[[ Provided records, beginning ]]

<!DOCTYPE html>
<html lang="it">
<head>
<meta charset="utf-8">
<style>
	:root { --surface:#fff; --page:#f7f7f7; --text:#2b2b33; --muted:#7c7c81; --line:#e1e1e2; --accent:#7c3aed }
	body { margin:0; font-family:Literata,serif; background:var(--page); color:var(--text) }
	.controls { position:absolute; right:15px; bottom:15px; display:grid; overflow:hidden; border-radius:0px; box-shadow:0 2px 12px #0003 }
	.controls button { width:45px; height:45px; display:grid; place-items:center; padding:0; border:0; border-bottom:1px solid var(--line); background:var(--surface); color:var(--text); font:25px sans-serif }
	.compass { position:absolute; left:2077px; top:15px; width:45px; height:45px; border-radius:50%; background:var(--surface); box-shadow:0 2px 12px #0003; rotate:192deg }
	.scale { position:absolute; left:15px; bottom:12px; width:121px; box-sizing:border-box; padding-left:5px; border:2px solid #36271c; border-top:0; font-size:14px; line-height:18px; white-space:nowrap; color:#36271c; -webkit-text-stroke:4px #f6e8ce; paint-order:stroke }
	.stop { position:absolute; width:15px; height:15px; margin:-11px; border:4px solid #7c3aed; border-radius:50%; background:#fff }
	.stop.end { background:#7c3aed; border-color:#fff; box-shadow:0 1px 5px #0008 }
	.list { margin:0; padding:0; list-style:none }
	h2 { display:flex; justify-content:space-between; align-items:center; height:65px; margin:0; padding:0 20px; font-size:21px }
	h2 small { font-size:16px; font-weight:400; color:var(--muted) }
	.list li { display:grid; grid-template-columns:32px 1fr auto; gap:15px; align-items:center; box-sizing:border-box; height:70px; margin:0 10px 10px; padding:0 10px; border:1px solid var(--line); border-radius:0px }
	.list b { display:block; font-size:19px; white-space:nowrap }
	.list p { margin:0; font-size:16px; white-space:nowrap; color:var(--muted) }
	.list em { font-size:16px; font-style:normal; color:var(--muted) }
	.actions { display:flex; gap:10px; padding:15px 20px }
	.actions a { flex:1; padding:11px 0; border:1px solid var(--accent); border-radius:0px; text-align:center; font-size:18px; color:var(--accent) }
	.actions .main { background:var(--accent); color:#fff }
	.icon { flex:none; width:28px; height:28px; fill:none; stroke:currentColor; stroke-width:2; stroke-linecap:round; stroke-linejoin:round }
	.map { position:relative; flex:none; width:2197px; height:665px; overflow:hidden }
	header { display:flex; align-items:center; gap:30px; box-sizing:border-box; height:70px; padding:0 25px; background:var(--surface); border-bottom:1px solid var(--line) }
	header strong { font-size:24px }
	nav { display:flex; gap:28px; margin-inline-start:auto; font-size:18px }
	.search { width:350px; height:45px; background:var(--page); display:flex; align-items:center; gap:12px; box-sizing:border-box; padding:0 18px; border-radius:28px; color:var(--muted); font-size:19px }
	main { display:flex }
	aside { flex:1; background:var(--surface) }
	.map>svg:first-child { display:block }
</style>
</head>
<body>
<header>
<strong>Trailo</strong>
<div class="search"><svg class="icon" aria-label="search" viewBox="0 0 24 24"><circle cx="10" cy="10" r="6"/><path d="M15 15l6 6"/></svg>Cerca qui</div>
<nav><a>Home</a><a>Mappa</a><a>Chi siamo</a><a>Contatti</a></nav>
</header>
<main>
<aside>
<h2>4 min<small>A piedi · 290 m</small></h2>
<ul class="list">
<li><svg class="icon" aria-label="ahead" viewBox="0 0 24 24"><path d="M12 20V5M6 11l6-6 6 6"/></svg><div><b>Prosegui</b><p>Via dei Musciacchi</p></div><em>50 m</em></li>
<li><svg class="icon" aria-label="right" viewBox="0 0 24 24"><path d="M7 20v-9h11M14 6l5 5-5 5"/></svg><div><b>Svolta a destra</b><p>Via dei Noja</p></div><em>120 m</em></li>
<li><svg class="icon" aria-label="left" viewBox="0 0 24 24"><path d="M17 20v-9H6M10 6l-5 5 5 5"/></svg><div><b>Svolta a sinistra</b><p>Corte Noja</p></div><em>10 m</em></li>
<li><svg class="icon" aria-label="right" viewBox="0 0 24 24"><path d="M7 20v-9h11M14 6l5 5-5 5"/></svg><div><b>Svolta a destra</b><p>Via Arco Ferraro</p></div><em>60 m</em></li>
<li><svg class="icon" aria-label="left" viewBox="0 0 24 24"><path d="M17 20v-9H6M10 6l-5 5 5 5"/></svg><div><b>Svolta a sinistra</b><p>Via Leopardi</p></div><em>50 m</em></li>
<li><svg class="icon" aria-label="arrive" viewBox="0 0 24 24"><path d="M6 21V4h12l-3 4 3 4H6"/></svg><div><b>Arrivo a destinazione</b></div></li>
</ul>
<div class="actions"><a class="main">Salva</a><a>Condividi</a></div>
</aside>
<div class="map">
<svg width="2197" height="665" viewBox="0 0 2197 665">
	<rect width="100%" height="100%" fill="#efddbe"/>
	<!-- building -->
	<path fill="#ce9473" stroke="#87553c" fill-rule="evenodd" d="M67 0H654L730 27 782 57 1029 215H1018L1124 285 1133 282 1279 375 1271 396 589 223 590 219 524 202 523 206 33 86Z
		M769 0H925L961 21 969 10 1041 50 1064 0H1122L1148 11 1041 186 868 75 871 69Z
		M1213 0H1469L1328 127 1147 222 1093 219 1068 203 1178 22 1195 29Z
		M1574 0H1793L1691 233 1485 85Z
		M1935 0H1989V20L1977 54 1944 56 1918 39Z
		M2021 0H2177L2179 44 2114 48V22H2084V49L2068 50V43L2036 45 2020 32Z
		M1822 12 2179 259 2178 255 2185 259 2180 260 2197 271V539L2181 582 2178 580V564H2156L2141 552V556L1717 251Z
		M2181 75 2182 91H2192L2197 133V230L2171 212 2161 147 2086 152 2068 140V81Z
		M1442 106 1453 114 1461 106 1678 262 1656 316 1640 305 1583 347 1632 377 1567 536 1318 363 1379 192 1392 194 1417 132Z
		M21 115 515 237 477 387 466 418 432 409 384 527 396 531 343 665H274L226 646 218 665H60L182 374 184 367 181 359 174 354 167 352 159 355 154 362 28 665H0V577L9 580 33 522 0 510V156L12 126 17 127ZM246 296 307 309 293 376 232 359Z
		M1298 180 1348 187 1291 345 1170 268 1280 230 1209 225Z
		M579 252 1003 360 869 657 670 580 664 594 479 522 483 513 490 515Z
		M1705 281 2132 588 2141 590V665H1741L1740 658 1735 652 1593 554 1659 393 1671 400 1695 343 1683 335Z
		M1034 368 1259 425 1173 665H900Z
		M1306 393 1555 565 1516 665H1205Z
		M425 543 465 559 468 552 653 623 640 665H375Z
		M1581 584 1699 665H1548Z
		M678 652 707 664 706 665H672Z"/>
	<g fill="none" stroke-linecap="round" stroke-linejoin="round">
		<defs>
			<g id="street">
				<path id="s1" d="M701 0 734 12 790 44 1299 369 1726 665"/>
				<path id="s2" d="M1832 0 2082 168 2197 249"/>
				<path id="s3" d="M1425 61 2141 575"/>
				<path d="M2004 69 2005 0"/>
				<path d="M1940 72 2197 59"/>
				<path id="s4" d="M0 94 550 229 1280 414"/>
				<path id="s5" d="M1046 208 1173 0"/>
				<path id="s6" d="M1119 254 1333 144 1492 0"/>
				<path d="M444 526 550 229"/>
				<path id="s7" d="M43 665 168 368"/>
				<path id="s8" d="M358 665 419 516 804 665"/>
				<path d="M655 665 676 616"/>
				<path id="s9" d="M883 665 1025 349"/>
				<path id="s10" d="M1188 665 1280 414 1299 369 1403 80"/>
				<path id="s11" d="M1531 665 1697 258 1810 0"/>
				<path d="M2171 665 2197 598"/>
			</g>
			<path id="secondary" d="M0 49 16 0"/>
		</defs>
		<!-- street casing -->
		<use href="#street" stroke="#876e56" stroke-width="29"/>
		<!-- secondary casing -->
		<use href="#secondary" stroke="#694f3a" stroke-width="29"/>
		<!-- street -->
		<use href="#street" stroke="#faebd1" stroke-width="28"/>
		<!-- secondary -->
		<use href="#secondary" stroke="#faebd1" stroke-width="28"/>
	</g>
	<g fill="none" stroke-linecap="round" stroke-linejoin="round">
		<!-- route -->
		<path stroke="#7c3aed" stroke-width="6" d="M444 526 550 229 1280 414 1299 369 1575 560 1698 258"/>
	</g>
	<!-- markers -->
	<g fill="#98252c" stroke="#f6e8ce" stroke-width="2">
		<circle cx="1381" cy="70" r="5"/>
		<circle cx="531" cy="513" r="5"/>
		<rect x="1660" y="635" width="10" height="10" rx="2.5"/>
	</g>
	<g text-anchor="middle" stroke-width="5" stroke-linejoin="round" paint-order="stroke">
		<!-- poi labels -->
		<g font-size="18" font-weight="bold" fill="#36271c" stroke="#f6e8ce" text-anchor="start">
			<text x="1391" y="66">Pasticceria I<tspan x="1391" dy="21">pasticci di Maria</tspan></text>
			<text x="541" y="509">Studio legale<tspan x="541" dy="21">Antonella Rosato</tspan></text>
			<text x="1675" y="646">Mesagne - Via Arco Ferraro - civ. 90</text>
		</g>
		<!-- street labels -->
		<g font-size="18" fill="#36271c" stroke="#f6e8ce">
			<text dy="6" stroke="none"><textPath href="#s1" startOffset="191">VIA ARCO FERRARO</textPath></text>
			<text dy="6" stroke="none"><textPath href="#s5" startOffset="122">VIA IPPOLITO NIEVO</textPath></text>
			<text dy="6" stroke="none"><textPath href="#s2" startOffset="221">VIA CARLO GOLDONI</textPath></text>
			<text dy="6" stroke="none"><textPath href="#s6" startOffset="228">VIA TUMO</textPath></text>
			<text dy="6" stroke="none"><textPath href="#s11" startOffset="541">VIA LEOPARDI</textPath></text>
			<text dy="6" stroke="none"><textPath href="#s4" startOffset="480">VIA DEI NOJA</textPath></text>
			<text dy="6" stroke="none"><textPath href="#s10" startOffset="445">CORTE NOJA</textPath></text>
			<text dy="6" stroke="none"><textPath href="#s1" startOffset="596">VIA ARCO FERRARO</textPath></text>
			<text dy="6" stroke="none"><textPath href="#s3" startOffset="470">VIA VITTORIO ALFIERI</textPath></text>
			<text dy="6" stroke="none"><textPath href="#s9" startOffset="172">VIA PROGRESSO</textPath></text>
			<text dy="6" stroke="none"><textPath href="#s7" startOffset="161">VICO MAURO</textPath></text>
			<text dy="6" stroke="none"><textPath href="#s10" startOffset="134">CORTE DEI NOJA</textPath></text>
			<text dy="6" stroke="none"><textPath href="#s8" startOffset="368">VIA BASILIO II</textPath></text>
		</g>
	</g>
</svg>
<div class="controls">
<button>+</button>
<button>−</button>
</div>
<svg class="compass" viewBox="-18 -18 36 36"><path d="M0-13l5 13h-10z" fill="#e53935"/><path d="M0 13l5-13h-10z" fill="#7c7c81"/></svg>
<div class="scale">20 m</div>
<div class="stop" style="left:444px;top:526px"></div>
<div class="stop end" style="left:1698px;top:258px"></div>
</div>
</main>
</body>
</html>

[[ Provided records, end ]]

Task prompt |
Only the lines above starting with the one with "M1705 281 2132" and going through the one with "<!-- poi labels -->" are to be copied, word for word and with both ends kept.

Written answer |
		M1705 281 2132 588 2141 590V665H1741L1740 658 1735 652 1593 554 1659 393 1671 400 1695 343 1683 335Z
		M1034 368 1259 425 1173 665H900Z
		M1306 393 1555 565 1516 665H1205Z
		M425 543 465 559 468 552 653 623 640 665H375Z
		M1581 584 1699 665H1548Z
		M678 652 707 664 706 665H672Z"/>
	<g fill="none" stroke-linecap="round" stroke-linejoin="round">
		<defs>
			<g id="street">
				<path id="s1" d="M701 0 734 12 790 44 1299 369 1726 665"/>
				<path id="s2" d="M1832 0 2082 168 2197 249"/>
				<path id="s3" d="M1425 61 2141 575"/>
				<path d="M2004 69 2005 0"/>
				<path d="M1940 72 2197 59"/>
				<path id="s4" d="M0 94 550 229 1280 414"/>
				<path id="s5" d="M1046 208 1173 0"/>
				<path id="s6" d="M1119 254 1333 144 1492 0"/>
				<path d="M444 526 550 229"/>
				<path id="s7" d="M43 665 168 368"/>
				<path id="s8" d="M358 665 419 516 804 665"/>
				<path d="M655 665 676 616"/>
				<path id="s9" d="M883 665 1025 349"/>
				<path id="s10" d="M1188 665 1280 414 1299 369 1403 80"/>
				<path id="s11" d="M1531 665 1697 258 1810 0"/>
				<path d="M2171 665 2197 598"/>
			</g>
			<path id="secondary" d="M0 49 16 0"/>
		</defs>
		<!-- street casing -->
		<use href="#street" stroke="#876e56" stroke-width="29"/>
		<!-- secondary casing -->
		<use href="#secondary" stroke="#694f3a" stroke-width="29"/>
		<!-- street -->
		<use href="#street" stroke="#faebd1" stroke-width="28"/>
		<!-- secondary -->
		<use href="#secondary" stroke="#faebd1" stroke-width="28"/>
	</g>
	<g fill="none" stroke-linecap="round" stroke-linejoin="round">
		<!-- route -->
		<path stroke="#7c3aed" stroke-width="6" d="M444 526 550 229 1280 414 1299 369 1575 560 1698 258"/>
	</g>
	<!-- markers -->
	<g fill="#98252c" stroke="#f6e8ce" stroke-width="2">
		<circle cx="1381" cy="70" r="5"/>
		<circle cx="531" cy="513" r="5"/>
		<rect x="1660" y="635" width="10" height="10" rx="2.5"/>
	</g>
	<g text-anchor="middle" stroke-width="5" stroke-linejoin="round" paint-order="stroke">
		<!-- poi labels -->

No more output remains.